Stuart Gitlow, MD, Elected President of the American Society of Addiction Medicine
Dr. Gitlow is a committed educator in addiction medicine whose goal is to cultivate students’ interest in addiction medicine through academic rigor.
Stuart Gitlow, MD, MPH, MBA, FAPA, has been named President of the American Society of Addiction Medicine (ASAM). His presidency was made official at the 44th Annual Medical-Scientific Conference in Chicago this spring and will be effective through April 2015.
ASAM is a professional society representing more than 3,000 physicians dedicated to increasing access and improving quality of addiction treatment, educating physicians and the public, supporting research and prevention, and promoting the appropriate role of physicians in the care of patients with addictions.

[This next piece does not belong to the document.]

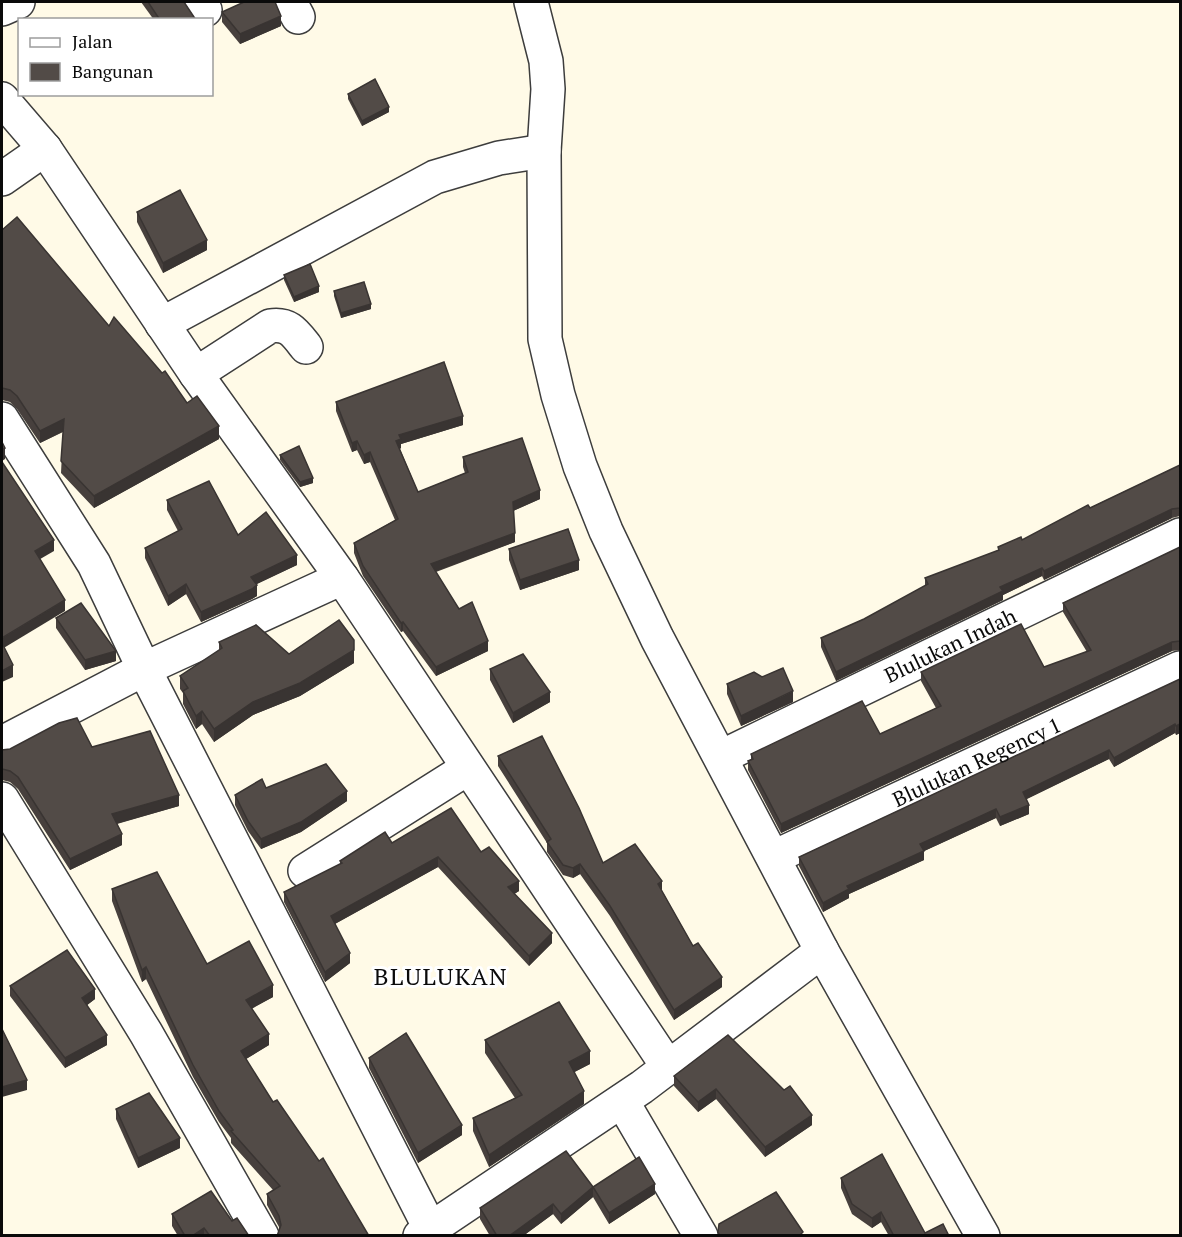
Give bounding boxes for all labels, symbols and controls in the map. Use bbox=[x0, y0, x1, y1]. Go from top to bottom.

"Addictive disease has directly impacted 10-15 percent of the public, but we are in a more dangerous time than ever,” said Dr. Gitlow, who is an Associate Clinical Professor of Psychiatry at the Icahn School of Medicine at Mount Sinai. “Pill mills across the country are prescribing high dose narcotics to patients for whom such prescriptions are unwarranted. Some third parties are not allowing appropriate medication to be prescribed to patients with opioid use disorders. We've made great strides with tobacco use; it is time to apply what we've learned from that battle to these other areas of the field. I am honored to lead the charge in these areas as president of the ASAM.”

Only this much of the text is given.